7-10A To Amend Bylaws 1.9 and 3.9.3 Pertaining to Doctrinal Review Process (761 pro; 119 against; 86.5%). The adoption of this resolution may allow for some mischief, I suppose, but it seems straightforward enough, appropriate and helpful. It clarifies aspects of the doctrinal review process, and aims to streamline that process by specifying time frames within which it is to occur. The potential for mischief is found in its provision for the publication of study materials by "boards, commissions, or other subordinate groups of the Synod," apart from the doctrinal review process (to be clearly designated as study material that hasn't been doctrinally reviewed). Sure, that could be abused, and I suppose it probably will be abused from time to time, but, by and large, I think it is a good and helpful provision. Frankly, I'd like to see more thinking out loud and open discussion within this Synod. It ought to be understood, in any case, that the publication of materials in St. Louis with the LCMS "stamp of approval" is not the guarantor of orthodoxy. Every Christian, and especially every called and ordained servant of the Word, is obliged to constant vigilance. The doctrinal review process ought to assist us in that responsibility; it does not relieve us of responsibility.
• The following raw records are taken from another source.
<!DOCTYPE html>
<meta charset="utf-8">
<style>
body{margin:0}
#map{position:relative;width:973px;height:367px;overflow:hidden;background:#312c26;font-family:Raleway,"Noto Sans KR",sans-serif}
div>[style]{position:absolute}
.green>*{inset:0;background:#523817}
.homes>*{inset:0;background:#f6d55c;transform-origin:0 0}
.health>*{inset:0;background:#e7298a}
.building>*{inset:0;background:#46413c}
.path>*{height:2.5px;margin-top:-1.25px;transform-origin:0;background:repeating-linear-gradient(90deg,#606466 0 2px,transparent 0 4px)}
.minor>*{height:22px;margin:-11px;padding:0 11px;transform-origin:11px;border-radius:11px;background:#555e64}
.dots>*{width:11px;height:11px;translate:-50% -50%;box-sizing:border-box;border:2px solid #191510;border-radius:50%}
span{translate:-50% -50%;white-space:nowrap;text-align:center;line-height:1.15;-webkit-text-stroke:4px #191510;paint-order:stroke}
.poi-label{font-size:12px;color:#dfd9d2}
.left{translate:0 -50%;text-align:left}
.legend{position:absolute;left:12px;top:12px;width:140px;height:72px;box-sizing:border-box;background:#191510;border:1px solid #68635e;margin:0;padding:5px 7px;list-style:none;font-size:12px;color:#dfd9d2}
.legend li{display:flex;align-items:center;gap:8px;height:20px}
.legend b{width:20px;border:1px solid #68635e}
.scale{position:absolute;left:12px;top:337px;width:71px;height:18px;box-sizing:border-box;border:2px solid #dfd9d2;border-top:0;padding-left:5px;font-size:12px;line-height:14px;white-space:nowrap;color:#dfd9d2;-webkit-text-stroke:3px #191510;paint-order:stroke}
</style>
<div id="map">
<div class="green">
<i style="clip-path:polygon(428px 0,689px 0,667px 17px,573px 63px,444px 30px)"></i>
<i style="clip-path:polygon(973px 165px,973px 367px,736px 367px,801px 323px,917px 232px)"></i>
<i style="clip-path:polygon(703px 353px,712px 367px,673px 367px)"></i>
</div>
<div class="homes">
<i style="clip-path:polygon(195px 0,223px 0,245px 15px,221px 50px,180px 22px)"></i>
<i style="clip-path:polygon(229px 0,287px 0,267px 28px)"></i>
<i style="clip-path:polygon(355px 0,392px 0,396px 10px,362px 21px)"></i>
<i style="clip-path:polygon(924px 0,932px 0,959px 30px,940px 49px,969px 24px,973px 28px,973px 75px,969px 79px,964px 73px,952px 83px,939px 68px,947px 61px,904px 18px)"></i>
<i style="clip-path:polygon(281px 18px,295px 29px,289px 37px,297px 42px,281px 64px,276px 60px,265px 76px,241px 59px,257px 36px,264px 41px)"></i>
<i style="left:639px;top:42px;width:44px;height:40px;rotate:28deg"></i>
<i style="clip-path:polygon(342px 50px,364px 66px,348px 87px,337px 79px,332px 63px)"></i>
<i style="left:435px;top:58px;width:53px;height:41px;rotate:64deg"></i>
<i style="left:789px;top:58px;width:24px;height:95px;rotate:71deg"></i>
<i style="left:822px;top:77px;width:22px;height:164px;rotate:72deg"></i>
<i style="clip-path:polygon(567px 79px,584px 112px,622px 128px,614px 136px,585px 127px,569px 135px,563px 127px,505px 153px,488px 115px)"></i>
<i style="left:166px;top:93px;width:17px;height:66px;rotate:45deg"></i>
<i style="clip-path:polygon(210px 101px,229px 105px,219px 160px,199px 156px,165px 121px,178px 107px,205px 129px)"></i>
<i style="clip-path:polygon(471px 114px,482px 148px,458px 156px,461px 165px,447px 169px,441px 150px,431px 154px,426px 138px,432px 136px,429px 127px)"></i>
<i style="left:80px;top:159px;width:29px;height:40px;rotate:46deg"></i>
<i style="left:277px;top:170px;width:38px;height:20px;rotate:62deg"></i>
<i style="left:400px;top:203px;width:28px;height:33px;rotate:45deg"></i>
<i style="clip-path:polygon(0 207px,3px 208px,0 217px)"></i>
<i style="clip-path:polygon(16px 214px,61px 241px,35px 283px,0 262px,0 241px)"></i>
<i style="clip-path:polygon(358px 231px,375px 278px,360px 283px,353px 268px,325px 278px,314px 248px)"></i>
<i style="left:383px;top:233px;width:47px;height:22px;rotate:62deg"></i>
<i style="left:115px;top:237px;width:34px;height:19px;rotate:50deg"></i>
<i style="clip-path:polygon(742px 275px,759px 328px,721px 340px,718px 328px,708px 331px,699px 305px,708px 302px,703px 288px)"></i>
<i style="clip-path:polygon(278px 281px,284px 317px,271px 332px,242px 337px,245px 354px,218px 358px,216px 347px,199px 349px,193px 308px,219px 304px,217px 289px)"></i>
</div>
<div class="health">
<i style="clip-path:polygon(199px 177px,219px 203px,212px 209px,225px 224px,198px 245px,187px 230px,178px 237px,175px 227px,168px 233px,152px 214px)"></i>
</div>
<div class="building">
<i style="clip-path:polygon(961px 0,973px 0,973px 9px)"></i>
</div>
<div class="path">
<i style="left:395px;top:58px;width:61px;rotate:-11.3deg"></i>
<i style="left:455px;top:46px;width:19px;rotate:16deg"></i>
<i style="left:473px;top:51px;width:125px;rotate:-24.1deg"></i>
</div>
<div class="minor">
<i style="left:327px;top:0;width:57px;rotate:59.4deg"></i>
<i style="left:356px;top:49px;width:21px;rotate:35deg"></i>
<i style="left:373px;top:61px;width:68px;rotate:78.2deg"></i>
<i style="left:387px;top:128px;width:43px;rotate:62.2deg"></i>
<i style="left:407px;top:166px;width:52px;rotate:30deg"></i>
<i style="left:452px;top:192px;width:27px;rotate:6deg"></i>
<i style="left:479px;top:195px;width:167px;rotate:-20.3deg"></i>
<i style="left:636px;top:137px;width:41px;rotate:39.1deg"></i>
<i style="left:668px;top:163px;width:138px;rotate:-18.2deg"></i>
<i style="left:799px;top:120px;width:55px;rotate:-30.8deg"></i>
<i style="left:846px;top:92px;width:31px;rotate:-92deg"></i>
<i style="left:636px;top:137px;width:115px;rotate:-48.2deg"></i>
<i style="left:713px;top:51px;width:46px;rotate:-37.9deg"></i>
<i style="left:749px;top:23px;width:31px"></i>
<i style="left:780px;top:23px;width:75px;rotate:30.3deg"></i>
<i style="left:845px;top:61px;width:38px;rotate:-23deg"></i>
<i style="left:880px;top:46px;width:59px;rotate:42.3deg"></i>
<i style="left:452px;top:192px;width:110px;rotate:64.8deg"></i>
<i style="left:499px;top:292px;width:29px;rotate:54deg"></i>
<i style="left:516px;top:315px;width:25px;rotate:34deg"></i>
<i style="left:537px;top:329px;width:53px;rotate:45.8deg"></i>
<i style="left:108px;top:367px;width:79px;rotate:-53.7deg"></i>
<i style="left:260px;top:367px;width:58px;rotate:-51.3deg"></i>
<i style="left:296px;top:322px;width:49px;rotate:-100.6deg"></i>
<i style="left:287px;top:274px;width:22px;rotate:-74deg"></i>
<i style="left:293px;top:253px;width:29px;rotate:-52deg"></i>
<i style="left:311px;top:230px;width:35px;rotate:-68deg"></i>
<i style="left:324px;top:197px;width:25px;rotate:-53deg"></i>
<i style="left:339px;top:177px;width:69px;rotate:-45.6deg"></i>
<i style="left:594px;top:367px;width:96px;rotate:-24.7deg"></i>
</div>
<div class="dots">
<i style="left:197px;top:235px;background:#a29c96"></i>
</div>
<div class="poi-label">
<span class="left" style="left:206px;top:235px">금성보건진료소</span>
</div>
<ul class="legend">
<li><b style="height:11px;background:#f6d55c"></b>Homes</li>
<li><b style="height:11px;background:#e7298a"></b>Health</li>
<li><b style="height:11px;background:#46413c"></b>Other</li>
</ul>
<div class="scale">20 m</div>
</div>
7-11 To Improve Process for Floor Nominations at Synod Conventions. No action taken. It might have been helpful to consider this resolution, in order to underscore the basic legitimacy of floor nominations. Given the sort of rhetoric that was flying around against the very principle of floor nominations, it needs to be emphasized that this is a fundamental rule of good order. As work is undertaken to restructure the polity of this Synod, we ought to be on our guard against any attempt to discourage or remove altogether the process for floor nominations. Reasonable regulations of the process are fine, but not prejudicially.
7-12 To Equalize Terms of Office. Tabled; no final action taken.